**Problem description:** Would you print the records below from the first line through the line containing "width:54px; height:54px; display:grid;", skipping the pictures?

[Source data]

□ □ □ □ □ □ □

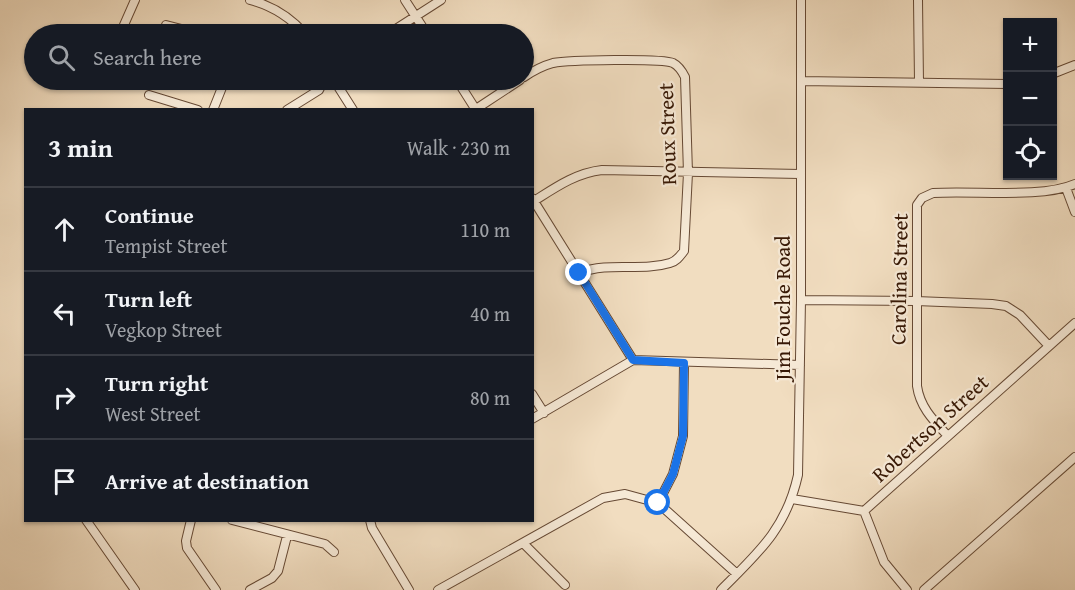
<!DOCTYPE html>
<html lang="en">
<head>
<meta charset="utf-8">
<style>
	body { margin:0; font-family:"Gentium Book Plus",serif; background:#20242c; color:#f1f3f6 }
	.controls { position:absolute; right:18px; top:18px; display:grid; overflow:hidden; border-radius:0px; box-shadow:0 2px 4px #0004 }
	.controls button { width:54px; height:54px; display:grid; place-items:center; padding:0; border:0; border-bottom:2px solid #363941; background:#171b24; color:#f1f3f6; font:30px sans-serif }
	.stop { position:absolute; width:18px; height:18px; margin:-14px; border:4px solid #1a73e8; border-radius:50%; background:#fff }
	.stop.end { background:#1a73e8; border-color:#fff; box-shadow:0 2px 6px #0008 }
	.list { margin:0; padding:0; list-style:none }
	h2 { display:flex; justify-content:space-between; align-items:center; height:78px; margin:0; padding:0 24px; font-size:26px }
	h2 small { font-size:20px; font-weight:400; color:#9ea1a6 }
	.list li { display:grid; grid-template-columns:39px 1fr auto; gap:18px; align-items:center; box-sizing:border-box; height:84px; padding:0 24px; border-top:2px solid #363941 }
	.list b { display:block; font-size:22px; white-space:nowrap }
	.list p { margin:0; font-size:20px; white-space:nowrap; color:#9ea1a6 }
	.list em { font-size:20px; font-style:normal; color:#9ea1a6 }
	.icon { flex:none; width:33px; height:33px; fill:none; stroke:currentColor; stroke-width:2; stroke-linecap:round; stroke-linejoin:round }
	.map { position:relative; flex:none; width:1075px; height:590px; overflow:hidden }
	.search { position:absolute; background:#171b24; box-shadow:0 2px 4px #0004; left:24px; top:24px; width:510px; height:66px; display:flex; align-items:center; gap:15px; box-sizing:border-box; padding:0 21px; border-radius:33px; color:#9ea1a6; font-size:22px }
	.panel { position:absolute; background:#171b24; box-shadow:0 2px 4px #0004; left:24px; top:108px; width:510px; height:414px; border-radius:0px }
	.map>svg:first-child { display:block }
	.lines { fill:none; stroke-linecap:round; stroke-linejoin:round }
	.minor-casing { stroke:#664934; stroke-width:10 }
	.minor { stroke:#f6e9d6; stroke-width:8 }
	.route { stroke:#1a73e8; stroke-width:8 }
	.labels { text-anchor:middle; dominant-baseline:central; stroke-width:4.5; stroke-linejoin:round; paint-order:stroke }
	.street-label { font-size:21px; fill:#371805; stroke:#f6e9d6 }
</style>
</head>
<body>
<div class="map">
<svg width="1075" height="590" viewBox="0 0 1075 590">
	<rect width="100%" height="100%" fill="#f1ddc0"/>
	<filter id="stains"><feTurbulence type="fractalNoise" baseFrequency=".00333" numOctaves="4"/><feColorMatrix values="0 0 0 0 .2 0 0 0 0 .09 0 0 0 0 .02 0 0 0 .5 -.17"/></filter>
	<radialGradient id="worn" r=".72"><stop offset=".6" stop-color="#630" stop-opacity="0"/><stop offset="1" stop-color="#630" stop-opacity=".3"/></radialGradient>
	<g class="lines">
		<defs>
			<path id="minor" d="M250,0C273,6 290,17 305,34
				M405,0L427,34
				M918,0L919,82
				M166,25L201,34
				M120,34L135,0
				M388,34L441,0
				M1052,74L1075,65
				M524,77C533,71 542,66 553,63C568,60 662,58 673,63C679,66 682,71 685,77L688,173L684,251C680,256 677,261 670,263C641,272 610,261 579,273
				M238,80L254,84L259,80
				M334,80L353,110
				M457,80L476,110
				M801,81L1008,84
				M149,95L198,110
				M476,109L520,80
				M213,110L225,80
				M287,110L319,90L321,86L318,80
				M1066,188L1075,212
				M532,198L633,360
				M534,201C556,187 576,173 602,170L800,174
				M801,300L916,301L992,304L1006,306L1020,315L1049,346
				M532,394L544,413
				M532,419L633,360L800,365
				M947,435C933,420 920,407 917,386V205L922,198L933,193C973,190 1041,199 1075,184
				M792,499L864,511L1075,323
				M658,503L673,474L683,436L684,363
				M864,511L884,562L907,590
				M86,520L135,590
				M191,520L186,541L187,548L216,590
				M232,520L325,544L334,552
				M370,520L372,528L409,590
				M523,543L565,585
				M250,590L272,578L278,571L287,536
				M438,590L603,498L625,494L658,503L737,574
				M721,590C758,553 786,529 798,475L801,300V0
				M924,590L1075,457"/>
		</defs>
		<use href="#minor" class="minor-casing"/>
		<use href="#minor" class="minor"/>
	</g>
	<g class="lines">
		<path class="route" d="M579,273L633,360L684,363L683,436L673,474L658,503"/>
	</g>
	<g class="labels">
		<g class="street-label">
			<text transform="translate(667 134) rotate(-92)">Roux Street</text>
			<text transform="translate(899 279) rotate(-89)">Carolina Street</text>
			<text transform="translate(782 308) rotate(-90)">Jim Fouche Road</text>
			<text transform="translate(930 428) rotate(-42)">Robertson Street</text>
		</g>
	</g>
	<rect width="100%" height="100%" filter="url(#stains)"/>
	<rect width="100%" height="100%" fill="url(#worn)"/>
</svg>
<div class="controls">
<button>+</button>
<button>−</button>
<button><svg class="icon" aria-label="locate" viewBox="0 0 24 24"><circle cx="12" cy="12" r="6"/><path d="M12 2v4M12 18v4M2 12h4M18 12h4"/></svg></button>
</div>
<div class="stop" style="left:658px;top:503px"></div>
<div class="stop end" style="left:579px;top:273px"></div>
<div class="search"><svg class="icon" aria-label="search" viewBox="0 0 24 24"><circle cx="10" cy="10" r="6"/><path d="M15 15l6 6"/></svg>Search here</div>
<section class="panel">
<h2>3 min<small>Walk · 230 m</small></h2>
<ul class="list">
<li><svg class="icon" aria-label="ahead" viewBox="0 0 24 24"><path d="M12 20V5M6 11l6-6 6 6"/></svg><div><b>Continue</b><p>Tempist Street</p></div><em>110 m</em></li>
<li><svg class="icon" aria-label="left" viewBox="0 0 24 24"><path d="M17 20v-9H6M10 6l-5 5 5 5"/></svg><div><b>Turn left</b><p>Vegkop Street</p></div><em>40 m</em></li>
<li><svg class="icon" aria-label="right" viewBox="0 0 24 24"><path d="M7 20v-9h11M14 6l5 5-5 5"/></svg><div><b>Turn right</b><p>West Street</p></div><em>80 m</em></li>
<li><svg class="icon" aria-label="arrive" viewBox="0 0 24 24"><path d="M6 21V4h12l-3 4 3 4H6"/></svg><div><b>Arrive at destination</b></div></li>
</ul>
</section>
</div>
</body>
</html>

□ □ □ □ □ □ □

**Exercise output:**
<!DOCTYPE html>
<html lang="en">
<head>
<meta charset="utf-8">
<style>
	body { margin:0; font-family:"Gentium Book Plus",serif; background:#20242c; color:#f1f3f6 }
	.controls { position:absolute; right:18px; top:18px; display:grid; overflow:hidden; border-radius:0px; box-shadow:0 2px 4px #0004 }
	.controls button { width:54px; height:54px; display:grid; place-items:center; padding:0; border:0; border-bottom:2px solid #363941; background:#171b24; color:#f1f3f6; font:30px sans-serif }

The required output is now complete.